Collected data:
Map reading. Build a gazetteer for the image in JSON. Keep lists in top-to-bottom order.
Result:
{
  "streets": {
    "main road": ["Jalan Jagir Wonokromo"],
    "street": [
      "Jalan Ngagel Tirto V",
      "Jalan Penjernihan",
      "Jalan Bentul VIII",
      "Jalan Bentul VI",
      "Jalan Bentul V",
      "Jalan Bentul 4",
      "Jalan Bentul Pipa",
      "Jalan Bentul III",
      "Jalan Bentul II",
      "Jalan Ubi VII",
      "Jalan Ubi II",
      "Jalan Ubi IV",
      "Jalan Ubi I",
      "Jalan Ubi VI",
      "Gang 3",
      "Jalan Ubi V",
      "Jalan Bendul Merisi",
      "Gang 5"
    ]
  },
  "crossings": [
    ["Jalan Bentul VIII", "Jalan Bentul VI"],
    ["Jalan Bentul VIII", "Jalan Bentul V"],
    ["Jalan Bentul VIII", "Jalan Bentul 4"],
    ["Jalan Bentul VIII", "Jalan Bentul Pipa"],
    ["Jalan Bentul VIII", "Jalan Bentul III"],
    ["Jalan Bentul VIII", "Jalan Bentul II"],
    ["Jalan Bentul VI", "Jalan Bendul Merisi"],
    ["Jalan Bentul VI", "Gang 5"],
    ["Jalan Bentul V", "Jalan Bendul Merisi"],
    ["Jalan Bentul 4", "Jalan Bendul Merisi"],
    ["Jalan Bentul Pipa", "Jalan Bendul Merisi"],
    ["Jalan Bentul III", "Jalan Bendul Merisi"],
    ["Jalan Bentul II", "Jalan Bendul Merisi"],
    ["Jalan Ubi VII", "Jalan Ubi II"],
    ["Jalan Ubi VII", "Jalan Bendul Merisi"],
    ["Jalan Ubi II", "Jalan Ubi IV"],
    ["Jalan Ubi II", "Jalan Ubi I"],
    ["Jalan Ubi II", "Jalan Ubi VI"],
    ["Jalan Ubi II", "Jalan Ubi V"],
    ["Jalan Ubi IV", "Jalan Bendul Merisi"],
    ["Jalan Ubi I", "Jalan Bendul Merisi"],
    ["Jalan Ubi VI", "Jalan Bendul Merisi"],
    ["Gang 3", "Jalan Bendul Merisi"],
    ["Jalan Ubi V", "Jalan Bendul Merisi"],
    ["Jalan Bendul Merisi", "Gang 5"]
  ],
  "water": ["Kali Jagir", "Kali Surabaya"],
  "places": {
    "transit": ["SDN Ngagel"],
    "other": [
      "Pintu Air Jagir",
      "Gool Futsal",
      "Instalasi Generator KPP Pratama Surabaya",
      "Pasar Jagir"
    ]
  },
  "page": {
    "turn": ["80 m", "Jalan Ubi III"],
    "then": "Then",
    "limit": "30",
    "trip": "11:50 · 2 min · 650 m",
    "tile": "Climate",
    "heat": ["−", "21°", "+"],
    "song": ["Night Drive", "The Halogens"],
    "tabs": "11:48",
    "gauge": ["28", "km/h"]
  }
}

Problem details:
Retype every entry without changing anything.

Worked solution:
Map reading. Build a gazetteer for the image in JSON. Keep lists in top-to-bottom order.
Result:
{
  "streets": {
    "main road": ["Jalan Jagir Wonokromo"],
    "street": [
      "Jalan Ngagel Tirto V",
      "Jalan Penjernihan",
      "Jalan Bentul VIII",
      "Jalan Bentul VI",
      "Jalan Bentul V",
      "Jalan Bentul 4",
      "Jalan Bentul Pipa",
      "Jalan Bentul III",
      "Jalan Bentul II",
      "Jalan Ubi VII",
      "Jalan Ubi II",
      "Jalan Ubi IV",
      "Jalan Ubi I",
      "Jalan Ubi VI",
      "Gang 3",
      "Jalan Ubi V",
      "Jalan Bendul Merisi",
      "Gang 5"
    ]
  },
  "crossings": [
    ["Jalan Bentul VIII", "Jalan Bentul VI"],
    ["Jalan Bentul VIII", "Jalan Bentul V"],
    ["Jalan Bentul VIII", "Jalan Bentul 4"],
    ["Jalan Bentul VIII", "Jalan Bentul Pipa"],
    ["Jalan Bentul VIII", "Jalan Bentul III"],
    ["Jalan Bentul VIII", "Jalan Bentul II"],
    ["Jalan Bentul VI", "Jalan Bendul Merisi"],
    ["Jalan Bentul VI", "Gang 5"],
    ["Jalan Bentul V", "Jalan Bendul Merisi"],
    ["Jalan Bentul 4", "Jalan Bendul Merisi"],
    ["Jalan Bentul Pipa", "Jalan Bendul Merisi"],
    ["Jalan Bentul III", "Jalan Bendul Merisi"],
    ["Jalan Bentul II", "Jalan Bendul Merisi"],
    ["Jalan Ubi VII", "Jalan Ubi II"],
    ["Jalan Ubi VII", "Jalan Bendul Merisi"],
    ["Jalan Ubi II", "Jalan Ubi IV"],
    ["Jalan Ubi II", "Jalan Ubi I"],
    ["Jalan Ubi II", "Jalan Ubi VI"],
    ["Jalan Ubi II", "Jalan Ubi V"],
    ["Jalan Ubi IV", "Jalan Bendul Merisi"],
    ["Jalan Ubi I", "Jalan Bendul Merisi"],
    ["Jalan Ubi VI", "Jalan Bendul Merisi"],
    ["Gang 3", "Jalan Bendul Merisi"],
    ["Jalan Ubi V", "Jalan Bendul Merisi"],
    ["Jalan Bendul Merisi", "Gang 5"]
  ],
  "water": ["Kali Jagir", "Kali Surabaya"],
  "places": {
    "transit": ["SDN Ngagel"],
    "other": [
      "Pintu Air Jagir",
      "Gool Futsal",
      "Instalasi Generator KPP Pratama Surabaya",
      "Pasar Jagir"
    ]
  },
  "page": {
    "turn": ["80 m", "Jalan Ubi III"],
    "then": "Then",
    "limit": "30",
    "trip": "11:50 · 2 min · 650 m",
    "tile": "Climate",
    "heat": ["−", "21°", "+"],
    "song": ["Night Drive", "The Halogens"],
    "tabs": "11:48",
    "gauge": ["28", "km/h"]
  }
}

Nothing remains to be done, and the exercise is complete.